Speaker
Description
Fog reduces visibility, causing delays in transportation by land, sea and air. It is also a safety hazard that results in accidents and sometimes even death. Like cloud droplets, fog droplets form on cloud condensation nuclei, existing aerosol particles in the atmosphere that have the ability to activate into droplets. As such, fog droplets provide a unique, in situ method of studying the process of aerosol activation. The interactions between aerosols and water vapour can determine the formation and persistence of fog, which makes fog forecasting challenging. Current parameterizations within models suffer notably from unresolved microphysical problems such as neglecting droplet concentration, which leads to large errors in droplet density predictions and therefore visibility. This study presents results from fog studies conducted on the eastern coast of Canada in Nova Scotia.
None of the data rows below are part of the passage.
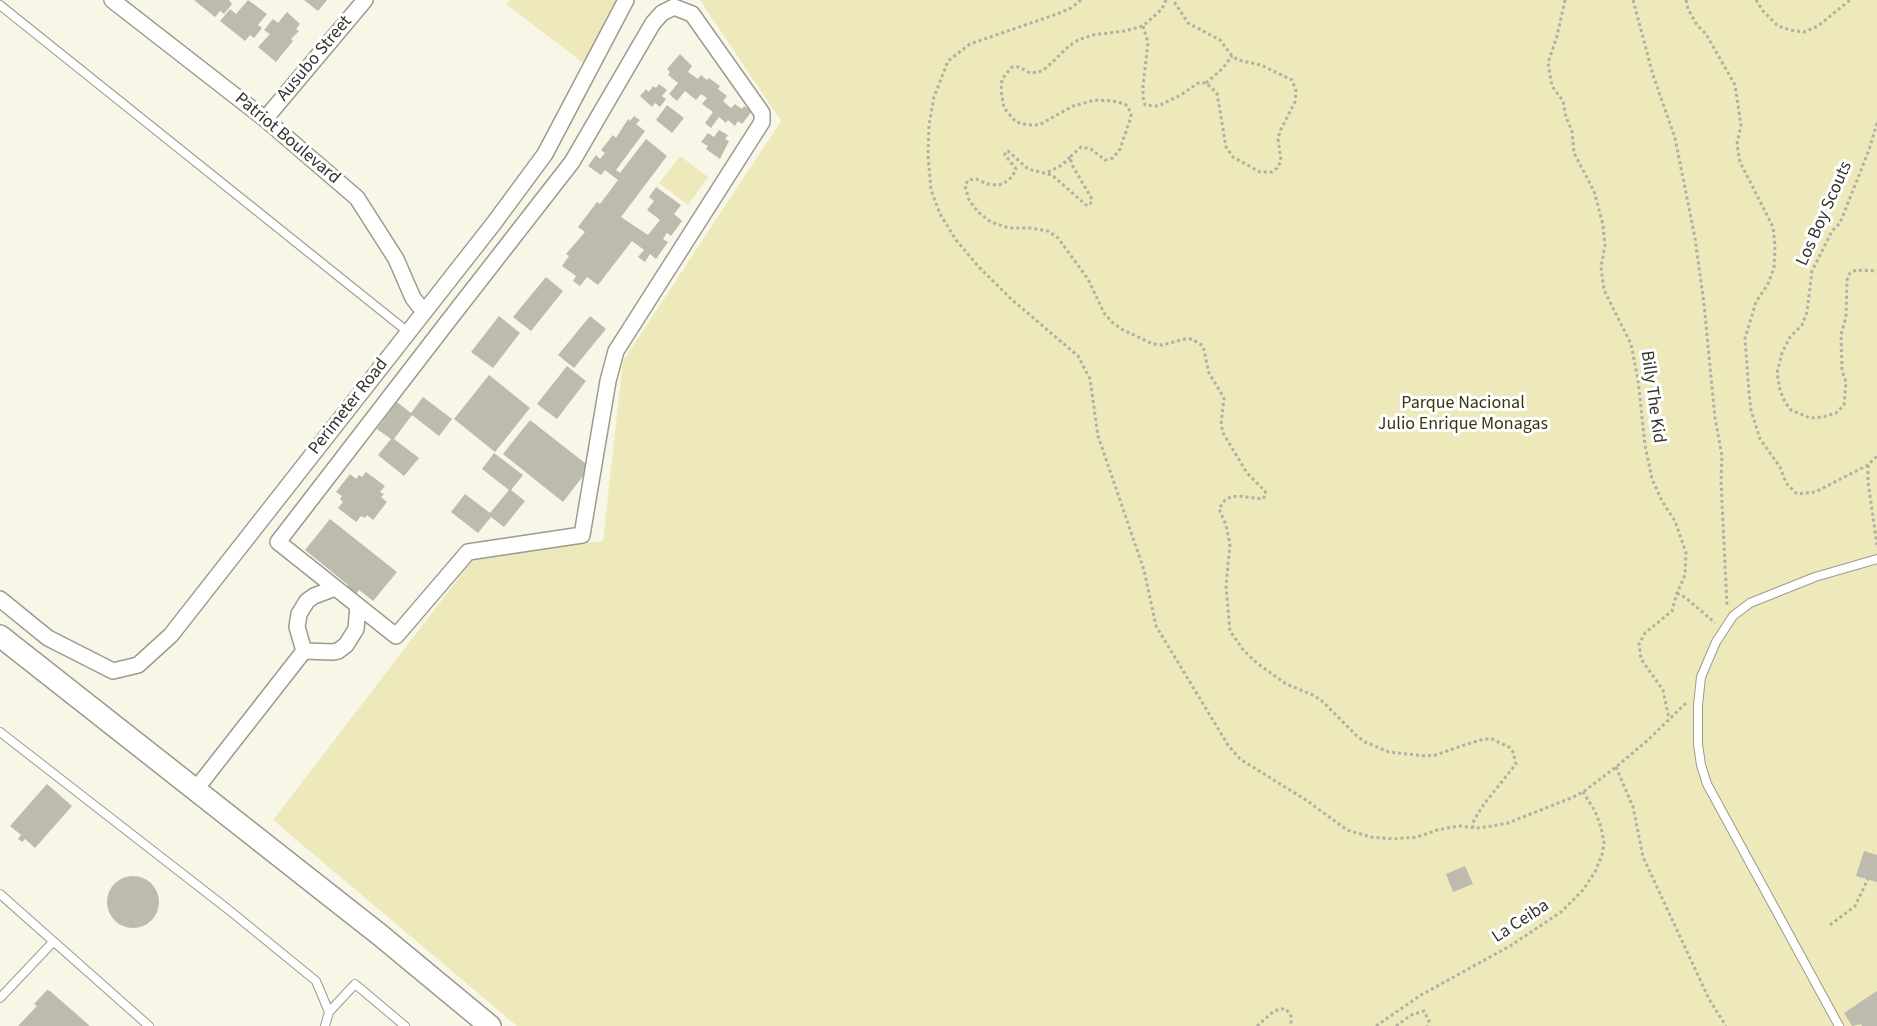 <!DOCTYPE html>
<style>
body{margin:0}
canvas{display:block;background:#f7f6e7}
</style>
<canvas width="1877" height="1026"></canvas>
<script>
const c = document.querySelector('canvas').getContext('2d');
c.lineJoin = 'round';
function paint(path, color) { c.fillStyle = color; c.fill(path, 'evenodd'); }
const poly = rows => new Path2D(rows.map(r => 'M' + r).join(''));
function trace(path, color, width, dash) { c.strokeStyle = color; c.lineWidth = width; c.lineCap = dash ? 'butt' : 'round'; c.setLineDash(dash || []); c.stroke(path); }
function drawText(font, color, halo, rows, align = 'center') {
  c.font = font + ' "Source Sans 3",sans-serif'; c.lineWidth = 6; c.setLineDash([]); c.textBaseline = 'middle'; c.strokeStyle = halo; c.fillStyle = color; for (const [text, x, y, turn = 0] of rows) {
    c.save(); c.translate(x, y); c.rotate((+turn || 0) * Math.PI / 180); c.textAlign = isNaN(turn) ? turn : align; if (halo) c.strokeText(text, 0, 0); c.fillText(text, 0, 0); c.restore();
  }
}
paint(poly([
 [510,0,626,0,586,65,506,4],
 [700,0,1877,0,1877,1026,517,1026,273,820,475,557,603,541,623,361,781,121],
 [680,156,708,177,688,205,659,183]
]), '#ede9bb');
paint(poly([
 [194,0,229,0,232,4,224,14,220,11,215,17],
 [248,0,267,14,258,25,262,28,254,38,250,35,245,41,220,21,230,9,236,14],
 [304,0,327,0,318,11],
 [287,12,300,24,296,29,299,31,291,39,293,41,276,62,258,47,270,34,264,30,273,19,278,23],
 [680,54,692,66,688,72,698,79,701,75,707,80,709,78,720,86,718,89,727,96,723,101,731,108,735,104,742,109,744,106,752,111,742,124,738,121,735,126,728,120,726,123,719,117,711,128,705,123,713,112,702,104,707,98,701,94,696,100,685,91,677,101,669,94,678,83,668,75,670,72,667,69],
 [659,84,667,90,662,96,666,99,660,107,655,103,652,107,640,96,646,89,649,92,653,86,656,88],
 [667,105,684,118,672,133,656,120],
 [634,116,640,120,636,124,645,131,616,170,620,173,646,139,667,156,621,217,648,235,660,220,647,210,654,201,649,197,656,187,681,205,674,214,682,221,671,236,667,233,663,239,668,242,656,259,650,254,645,262,638,257,644,250,632,241,598,285,587,277,580,286,573,281,576,276,562,266,569,256,566,254,585,232,578,227,597,202,600,204,618,180,605,170,601,175,588,166,596,155,600,159,605,153,601,150,613,135,616,138,628,119,630,121],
 [719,130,728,135,725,139,729,141,720,159,706,149,708,146,701,142,708,133,714,137],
 [546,277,563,291,531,331,513,317],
 [499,316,520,333,493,368,471,352],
 [590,316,606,329,574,368,558,355],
 [567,366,586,381,557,419,537,404],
 [489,375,530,408,495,452,454,419],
 [423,397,452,419,439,436,412,415,394,439,419,458,404,476,378,455,391,439,377,429,397,402,411,413],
 [530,420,590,467,563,502,503,454],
 [494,453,523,475,511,490,525,501,504,527,491,517,478,533,451,512,465,494,490,513,509,490,482,469],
 [366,472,385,486,380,492,384,494,381,497,387,502,373,520,367,515,365,518,361,516,356,522,338,508,343,502,340,499,342,496,336,492,350,474,356,479,359,475,362,477],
 [330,519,397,572,373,601,359,590,354,597,345,590,348,585,305,550],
 [47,784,72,806,35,848,25,839,22,842,18,839,21,835,10,826],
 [1864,851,1877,855,1877,882,1856,876],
 [1465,866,1473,884,1453,892,1446,874],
 '107 902a26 26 0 1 1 52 0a26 26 0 1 1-52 0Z',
 [47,990,50,991,90,1026,18,1026,37,1006,34,1004],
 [1877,991,1877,1026,1862,1026,1861,1024,1852,1026,1844,1013]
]), '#bcbbad');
const lane = poly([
 [0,5,408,332],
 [0,732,229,910,316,981,329,1012],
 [0,894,149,1026],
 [0,998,53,942],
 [325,1026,329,1012,355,984,405,1026],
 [1839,1026,1707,784,1701,765,1698,744,1698,705,1701,677,1716,642,1733,616,1750,603,1815,577,1877,559]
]);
const street = poly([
 [112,0,265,119,357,198,396,259,413,298,424,312],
 [674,7,692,14,762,113,762,122,616,351,608,381,582,535,468,552,396,636,278,542,449,320,572,162,653,23,662,13,674,7],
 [265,119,365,0],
 [0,599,48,638,113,671,138,665,171,635,494,223,545,154,626,0],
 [304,651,332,652,338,651,346,645,356,629,358,606],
 [304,651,297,627,299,614,307,601,314,596,335,588],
 [196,789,304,651]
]);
const secondary = poly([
 [0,636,380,935,490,1026]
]);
trace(lane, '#9c9b8d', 10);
trace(street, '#9c9b8d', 18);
trace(secondary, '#9c9b8d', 24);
trace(poly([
 [1081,0,1071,8,1057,14,970,44,948,61,934,97,929,125,928,155,931,190,940,214,956,240,978,266,1010,298,1078,356,1090,379,1098,436,1144,570,1156,626,1228,745,1240,759,1306,800,1347,830,1371,837,1393,839,1417,837,1437,830,1458,826,1480,828,1508,823,1571,798,1583,792,1616,767,1648,740,1686,703],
 [1166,0,1162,9,1143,26,1124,31,1093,35,1078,40,1069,46,1046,68,1039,72,1030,73,1019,67,1012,67,1002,79,1001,90,1004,108,1016,122,1028,125,1039,125,1073,106,1095,100,1113,101,1125,104,1128,107,1131,114,1131,117,1120,149,1113,158,1105,160,1091,149,1081,147,1070,157,1072,165,1092,199,1090,205,1086,205,1052,175,1028,169,1008,151,1005,152,1005,155,1016,169,1012,177,1003,184,997,185,987,184,976,179,968,180,965,186,969,200,978,212,991,222,1009,228,1030,228,1048,231,1058,238,1088,279,1104,313,1113,323,1123,330,1153,344,1162,345,1185,339,1192,339,1203,346,1209,373,1224,398,1221,424,1223,433,1247,473,1265,491,1266,494,1263,499,1238,496,1231,497,1225,500,1219,509,1226,525,1230,544,1226,586,1230,631,1244,651,1257,663,1286,684,1313,695,1322,701,1357,736,1365,742,1389,752,1426,756,1436,755,1461,746,1484,739,1492,739,1509,747,1513,752,1516,764,1484,804,1474,820,1473,827],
 [1565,0,1557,36,1548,63,1552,86,1563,101,1566,117,1572,131,1574,153,1594,191,1603,225,1605,245,1601,267,1604,290,1631,344,1638,380,1645,445,1652,479,1662,501,1675,521,1686,553,1685,575,1677,593,1672,611,1645,633,1639,644,1641,659,1663,690,1669,719],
 [1633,0,1653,75,1675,138,1695,238,1704,304,1715,418,1722,456,1721,481,1727,606],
 [1686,0,1688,9,1697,25,1706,34,1735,85,1741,125,1737,144,1740,162,1773,227,1775,247,1774,268,1768,284,1756,302,1745,338,1749,393,1751,410,1760,439,1780,467,1786,483,1797,494,1815,492,1868,465,1877,456],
 [1756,0,1763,11,1778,26,1790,30,1804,32,1818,26,1850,0],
 [1143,26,1148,43,1143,85,1143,97,1145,105,1158,106,1181,95,1198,83,1206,83,1217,93,1226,147,1233,157,1260,172,1272,172,1277,168,1281,161,1278,139,1280,131,1295,102,1296,91,1292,80,1261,65,1238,60,1232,56,1220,40,1188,23,1173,0],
 [1206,83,1223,68,1232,56],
 [1877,123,1869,150,1840,223,1832,231,1812,271,1807,312,1802,325,1790,337,1782,353,1777,373,1780,390,1785,402,1791,410,1810,418,1823,417,1836,413,1844,405,1846,382,1842,371,1841,335,1846,317,1847,280,1850,273,1856,270,1877,271],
 [1048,172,1062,165,1070,157],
 [1868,465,1868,482,1877,545],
 [1677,593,1686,598,1715,623],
 [1616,767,1633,807,1643,857,1709,999,1726,1026],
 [1830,925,1855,906,1868,879],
 [1257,1026,1274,1011,1281,1009,1286,1009,1291,1016,1291,1026],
 [1376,1026,1421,995,1510,946,1561,912,1583,890,1595,872,1602,855,1604,843,1601,827,1595,811,1583,792],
 [1396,1026,1411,1015,1424,1011,1429,1021,1427,1026]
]), '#b1b0a4', 3, [3, 3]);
trace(lane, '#fff', 8);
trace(street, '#fff', 15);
trace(secondary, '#fff', 21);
drawText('18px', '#34332d', '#fff', [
 ["Ausubo Street",315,59,-50],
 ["Patriot Boulevard",287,139,40],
 ["Los Boy Scouts",1825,214,-66],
 ["Billy The Kid",1652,397,82],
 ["Perimeter Road",349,407,-52],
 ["La Ceiba",1521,922,-33]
]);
drawText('18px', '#3a360f', '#fff', [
 ["Parque Nacional",1463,404],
 ["Julio Enrique Monagas",1463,425]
]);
</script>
Observations of aerosol size distributions and chemical composition were conducted using a ground-based counter flow virtual impactor, which allowed the droplet residuals to be measured directly. Fog droplet size distributions, visibility and other meteorological variables were also measured at the same time. Aerosol and droplet microphysical parameters will be presented including the influence of air mass history. Preliminary results show that aerosol growth may be contributing to the dissipation of fog under some conditions, suggesting that despite the importance of atmospheric dynamics on fog formation and dissipation, aerosols can also play an important role in the life cycle of fog.